The younger generation have a much harder time that your generation in getting on the housing ladder due to the changes in the financial market.

I am in my early 30s and have been helped out my my husband's parents, we have been able to buy a house that would have been out of our price range. We have just had our first baby and are so happy to have a comfortable house that is big enough for us. Every single time my parents in law come over they make remarks along the lines of 'we are so glad to see you settled and comfortable' and it is clear that it gives them real pleasure. So what I am saying is that your sons are quite young now but in a few years time it might be something really significant for them, so I wouldn't rule it out. You could start putting a couple of thousand away a year for them and see how you get on.

StaggeringOn · 07/02/2016 10:34

As a baby boomer, I totally disagree that your responsibilities end when your children are 18. I think they end when you die. Times have changed. We are the first generation to be able to control our fertility, and make considered decisions to have children. How can any parent who loves their children fritter money away on inessentials while their children struggle?

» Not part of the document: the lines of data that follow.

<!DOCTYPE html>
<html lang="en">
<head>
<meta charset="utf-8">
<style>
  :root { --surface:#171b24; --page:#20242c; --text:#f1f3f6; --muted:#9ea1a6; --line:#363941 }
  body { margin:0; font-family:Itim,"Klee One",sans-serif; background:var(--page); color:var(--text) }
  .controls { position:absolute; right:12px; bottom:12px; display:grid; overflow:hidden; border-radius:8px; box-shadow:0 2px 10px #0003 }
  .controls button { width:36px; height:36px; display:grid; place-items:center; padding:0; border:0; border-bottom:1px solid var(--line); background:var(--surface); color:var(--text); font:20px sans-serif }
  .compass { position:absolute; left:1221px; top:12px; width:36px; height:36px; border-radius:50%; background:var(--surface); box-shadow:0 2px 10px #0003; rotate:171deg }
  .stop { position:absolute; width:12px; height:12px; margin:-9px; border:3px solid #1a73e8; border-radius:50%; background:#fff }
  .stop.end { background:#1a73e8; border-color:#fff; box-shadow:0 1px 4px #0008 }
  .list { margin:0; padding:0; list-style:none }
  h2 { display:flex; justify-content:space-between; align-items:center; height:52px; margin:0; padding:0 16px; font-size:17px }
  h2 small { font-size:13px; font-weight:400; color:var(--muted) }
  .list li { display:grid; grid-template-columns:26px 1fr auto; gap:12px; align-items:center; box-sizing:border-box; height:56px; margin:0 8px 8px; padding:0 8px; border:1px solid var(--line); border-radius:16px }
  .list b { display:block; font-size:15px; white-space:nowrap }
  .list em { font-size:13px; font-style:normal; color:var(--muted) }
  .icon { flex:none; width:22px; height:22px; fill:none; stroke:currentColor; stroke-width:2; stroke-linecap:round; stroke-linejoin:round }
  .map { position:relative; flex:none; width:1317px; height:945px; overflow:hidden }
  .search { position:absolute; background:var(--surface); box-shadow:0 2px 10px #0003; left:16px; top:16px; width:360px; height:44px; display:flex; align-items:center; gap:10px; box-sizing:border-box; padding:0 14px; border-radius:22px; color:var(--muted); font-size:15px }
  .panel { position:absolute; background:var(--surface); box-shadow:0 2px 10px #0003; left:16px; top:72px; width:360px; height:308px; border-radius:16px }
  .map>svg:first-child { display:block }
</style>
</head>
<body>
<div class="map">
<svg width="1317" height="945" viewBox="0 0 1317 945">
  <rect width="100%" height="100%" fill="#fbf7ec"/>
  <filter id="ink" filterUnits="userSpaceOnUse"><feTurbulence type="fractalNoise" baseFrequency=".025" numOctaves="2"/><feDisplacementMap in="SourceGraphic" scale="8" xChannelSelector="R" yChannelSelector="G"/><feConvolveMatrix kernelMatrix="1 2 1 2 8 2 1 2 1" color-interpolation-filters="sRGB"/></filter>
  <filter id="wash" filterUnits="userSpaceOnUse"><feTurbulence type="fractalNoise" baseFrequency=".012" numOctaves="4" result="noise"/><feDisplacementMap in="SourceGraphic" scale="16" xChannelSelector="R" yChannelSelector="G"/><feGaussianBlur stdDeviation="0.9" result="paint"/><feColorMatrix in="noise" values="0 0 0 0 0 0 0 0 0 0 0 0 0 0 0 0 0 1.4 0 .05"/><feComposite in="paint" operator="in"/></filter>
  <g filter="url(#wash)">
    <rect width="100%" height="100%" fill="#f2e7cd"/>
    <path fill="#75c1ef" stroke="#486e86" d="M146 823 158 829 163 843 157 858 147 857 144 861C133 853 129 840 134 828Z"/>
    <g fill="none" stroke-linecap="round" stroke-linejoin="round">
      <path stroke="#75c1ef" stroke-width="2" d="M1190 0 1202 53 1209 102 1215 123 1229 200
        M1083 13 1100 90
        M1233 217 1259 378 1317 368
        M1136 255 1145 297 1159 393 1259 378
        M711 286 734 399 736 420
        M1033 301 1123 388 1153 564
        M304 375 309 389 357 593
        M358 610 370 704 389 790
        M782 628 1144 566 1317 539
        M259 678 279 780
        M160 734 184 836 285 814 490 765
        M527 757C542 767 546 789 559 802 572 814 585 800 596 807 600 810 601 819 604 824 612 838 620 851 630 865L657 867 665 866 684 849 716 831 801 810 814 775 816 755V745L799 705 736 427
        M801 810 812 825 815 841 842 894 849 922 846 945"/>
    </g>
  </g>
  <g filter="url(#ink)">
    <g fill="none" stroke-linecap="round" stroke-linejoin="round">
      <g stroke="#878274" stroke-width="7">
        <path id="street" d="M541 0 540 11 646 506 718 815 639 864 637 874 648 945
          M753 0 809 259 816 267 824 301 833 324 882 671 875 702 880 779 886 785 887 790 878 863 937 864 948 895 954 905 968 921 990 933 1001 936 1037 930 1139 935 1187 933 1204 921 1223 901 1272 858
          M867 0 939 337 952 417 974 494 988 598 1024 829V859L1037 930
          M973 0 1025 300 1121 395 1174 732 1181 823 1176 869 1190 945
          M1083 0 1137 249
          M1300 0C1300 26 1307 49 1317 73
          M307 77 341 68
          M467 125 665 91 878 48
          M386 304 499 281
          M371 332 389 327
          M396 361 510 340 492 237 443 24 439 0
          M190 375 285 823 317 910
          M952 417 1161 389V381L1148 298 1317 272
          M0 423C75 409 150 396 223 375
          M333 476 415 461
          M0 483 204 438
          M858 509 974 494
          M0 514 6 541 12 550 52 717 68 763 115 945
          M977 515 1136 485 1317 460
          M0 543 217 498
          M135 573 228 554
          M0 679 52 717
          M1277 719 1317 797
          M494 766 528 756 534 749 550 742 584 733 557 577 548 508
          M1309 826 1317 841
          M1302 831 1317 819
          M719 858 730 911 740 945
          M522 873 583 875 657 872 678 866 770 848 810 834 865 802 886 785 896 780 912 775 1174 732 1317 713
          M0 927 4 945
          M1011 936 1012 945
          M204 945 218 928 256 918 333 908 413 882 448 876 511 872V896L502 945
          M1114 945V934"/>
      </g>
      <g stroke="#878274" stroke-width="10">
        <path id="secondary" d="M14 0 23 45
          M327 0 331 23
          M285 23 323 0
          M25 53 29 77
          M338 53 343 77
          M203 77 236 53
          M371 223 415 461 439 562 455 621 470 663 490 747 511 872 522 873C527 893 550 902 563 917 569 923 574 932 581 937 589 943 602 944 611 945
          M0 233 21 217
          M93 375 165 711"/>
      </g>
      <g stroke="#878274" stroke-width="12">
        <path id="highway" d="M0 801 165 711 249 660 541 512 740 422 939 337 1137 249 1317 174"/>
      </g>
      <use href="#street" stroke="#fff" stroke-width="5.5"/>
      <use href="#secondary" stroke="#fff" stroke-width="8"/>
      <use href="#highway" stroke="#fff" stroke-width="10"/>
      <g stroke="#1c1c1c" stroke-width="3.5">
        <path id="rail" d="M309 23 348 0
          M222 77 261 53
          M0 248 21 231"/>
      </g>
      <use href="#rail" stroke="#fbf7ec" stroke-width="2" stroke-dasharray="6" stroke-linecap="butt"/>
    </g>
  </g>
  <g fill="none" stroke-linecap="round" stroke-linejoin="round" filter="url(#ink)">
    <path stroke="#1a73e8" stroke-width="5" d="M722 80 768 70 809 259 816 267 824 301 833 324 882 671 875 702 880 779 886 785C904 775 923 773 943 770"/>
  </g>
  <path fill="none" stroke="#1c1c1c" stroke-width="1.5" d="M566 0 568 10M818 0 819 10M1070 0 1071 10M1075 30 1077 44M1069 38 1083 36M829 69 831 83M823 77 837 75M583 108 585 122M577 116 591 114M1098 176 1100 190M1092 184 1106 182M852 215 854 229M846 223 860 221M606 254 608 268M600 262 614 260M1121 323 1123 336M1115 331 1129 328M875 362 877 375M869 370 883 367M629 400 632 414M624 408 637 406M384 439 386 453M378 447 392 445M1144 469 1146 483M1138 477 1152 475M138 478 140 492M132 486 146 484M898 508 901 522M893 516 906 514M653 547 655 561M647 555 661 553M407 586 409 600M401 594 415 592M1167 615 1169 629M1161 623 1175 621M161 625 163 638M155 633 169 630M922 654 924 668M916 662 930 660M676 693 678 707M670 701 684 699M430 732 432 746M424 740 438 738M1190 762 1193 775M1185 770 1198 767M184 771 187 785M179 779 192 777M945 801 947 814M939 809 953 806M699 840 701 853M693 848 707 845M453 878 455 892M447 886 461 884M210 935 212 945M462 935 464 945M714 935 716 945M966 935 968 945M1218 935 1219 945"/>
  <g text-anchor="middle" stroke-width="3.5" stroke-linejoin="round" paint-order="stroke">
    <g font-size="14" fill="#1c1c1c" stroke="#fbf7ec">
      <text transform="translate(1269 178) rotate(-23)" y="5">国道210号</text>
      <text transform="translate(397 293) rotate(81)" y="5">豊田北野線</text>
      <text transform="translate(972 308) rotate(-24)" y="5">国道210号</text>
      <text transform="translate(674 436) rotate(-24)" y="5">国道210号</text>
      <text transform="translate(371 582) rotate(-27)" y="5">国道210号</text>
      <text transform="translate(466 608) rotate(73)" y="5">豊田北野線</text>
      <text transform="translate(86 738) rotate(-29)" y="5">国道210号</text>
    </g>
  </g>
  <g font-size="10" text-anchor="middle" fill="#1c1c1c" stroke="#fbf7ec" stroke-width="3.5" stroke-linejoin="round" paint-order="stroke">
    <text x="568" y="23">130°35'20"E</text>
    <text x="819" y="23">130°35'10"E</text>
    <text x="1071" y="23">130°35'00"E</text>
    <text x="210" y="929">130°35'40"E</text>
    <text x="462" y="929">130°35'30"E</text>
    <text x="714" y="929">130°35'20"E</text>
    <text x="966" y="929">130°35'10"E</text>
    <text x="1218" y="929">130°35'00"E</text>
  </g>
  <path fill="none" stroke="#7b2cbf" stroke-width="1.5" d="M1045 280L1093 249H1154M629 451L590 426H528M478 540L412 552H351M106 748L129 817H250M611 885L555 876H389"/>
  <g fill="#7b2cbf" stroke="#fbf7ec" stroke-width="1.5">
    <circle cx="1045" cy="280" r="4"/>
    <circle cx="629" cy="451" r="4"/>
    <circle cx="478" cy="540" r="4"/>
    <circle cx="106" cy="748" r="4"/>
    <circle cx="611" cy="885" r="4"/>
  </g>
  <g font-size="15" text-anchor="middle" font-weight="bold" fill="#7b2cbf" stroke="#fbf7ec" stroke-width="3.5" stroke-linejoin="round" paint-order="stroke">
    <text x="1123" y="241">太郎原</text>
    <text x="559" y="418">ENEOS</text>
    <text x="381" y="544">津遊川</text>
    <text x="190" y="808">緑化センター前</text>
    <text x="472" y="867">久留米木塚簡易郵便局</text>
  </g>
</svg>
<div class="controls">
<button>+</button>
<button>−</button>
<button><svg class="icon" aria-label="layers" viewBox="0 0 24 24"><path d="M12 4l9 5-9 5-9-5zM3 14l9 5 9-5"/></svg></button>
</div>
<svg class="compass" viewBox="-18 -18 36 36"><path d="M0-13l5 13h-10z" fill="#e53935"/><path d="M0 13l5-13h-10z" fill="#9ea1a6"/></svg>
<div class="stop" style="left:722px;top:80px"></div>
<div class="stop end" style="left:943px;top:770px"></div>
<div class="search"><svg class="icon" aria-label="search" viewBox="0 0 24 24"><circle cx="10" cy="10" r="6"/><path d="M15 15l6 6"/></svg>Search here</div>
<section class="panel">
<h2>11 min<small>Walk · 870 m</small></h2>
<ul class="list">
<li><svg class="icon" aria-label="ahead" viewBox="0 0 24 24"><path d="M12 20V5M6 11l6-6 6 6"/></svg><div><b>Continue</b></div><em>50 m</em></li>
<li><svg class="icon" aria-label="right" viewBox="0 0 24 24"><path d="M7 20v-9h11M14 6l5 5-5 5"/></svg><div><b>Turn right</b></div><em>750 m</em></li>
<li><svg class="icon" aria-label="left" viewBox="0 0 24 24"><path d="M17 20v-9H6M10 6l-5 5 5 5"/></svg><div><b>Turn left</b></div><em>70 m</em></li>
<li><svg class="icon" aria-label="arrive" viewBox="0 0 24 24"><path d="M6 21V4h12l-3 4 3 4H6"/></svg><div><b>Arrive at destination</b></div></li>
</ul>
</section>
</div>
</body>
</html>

OurBlanche · 07/02/2016 10:49

How can any parent who loves their children fritter money away on inessentials while their children struggle?

It depends on what you call 'struggle'.

Many of us adult children of baby boomers don't own homes, have huge salaries, rule the world etc. That is life, not necessarily a 'struggle'.

No one, boomer or not, should feel emotionally blackmailed into making the focus of their entire lives saving money for their kids future lives. What a waste that is!

WhirlyTwos · 07/02/2016 10:50

Floisme. I'm no accountant but I've given it a shot. OP states s/he has worked for more than 35 years. I assume that means not more than 40, or it would have been stated as 40.

Assuming 20 as a generous start working age, that puts OP at about age 55 now.

A pension income of 34k pa requires a pension pot of approx 800k, assuming no tax free lump sum is drawn.

To achieve a pension pot of 800k by age 55 would require a 20 year old now to contribute approx 2k per month during their working life.

If OP has never earned as much as 34k before, I don't understand how this level of contribution could have been feasible.

ToastDemon · 07/02/2016 10:51

Good lord it's like a different world. I had no idea so many adults had such generous help from their parents.
I was on my own at 18 financially, simply as I moved away to work and my parents had no money to give me. Meant saving to go to college rather than attending university. I'm now finally close to having a degree after studying through the Open University.
A big chunk of my income has gone on supporting my parents and siblings over the last 16 years since I've been earning enough.
My DH's parents are retired and well-off enough to travel long-haul several times a year, and we've never expected a penny from them. They did insist on giving us £1000 when we got married which seemed amazingly generous to me.
I wouldn't dream of thinking that his parents money should be coming our way if we're capable of earning our own.

OhPudding · 07/02/2016 10:53

Its your call, OP. People will give such different opinions, based on their own family values.

Personally, DH and I plan to sell our house when our DC are grown (will be mortgage free by then), downsize to a flat and give them both healthy deposits. That is more important to us than anything else - holidays or a great lifestyle when we are retired

But you have to do what you feel is right.

TremoloGreen · 07/02/2016 10:59

You might change your mind when you have grandchildren living in cramped unsatisfactory conditions or insecure rentals where they have to move every couple of years. I think it would affect my relationship with my parents if they left me and my children to the hunger games that is the rental market in the SE while making money out of the situation with "a few buy to lets".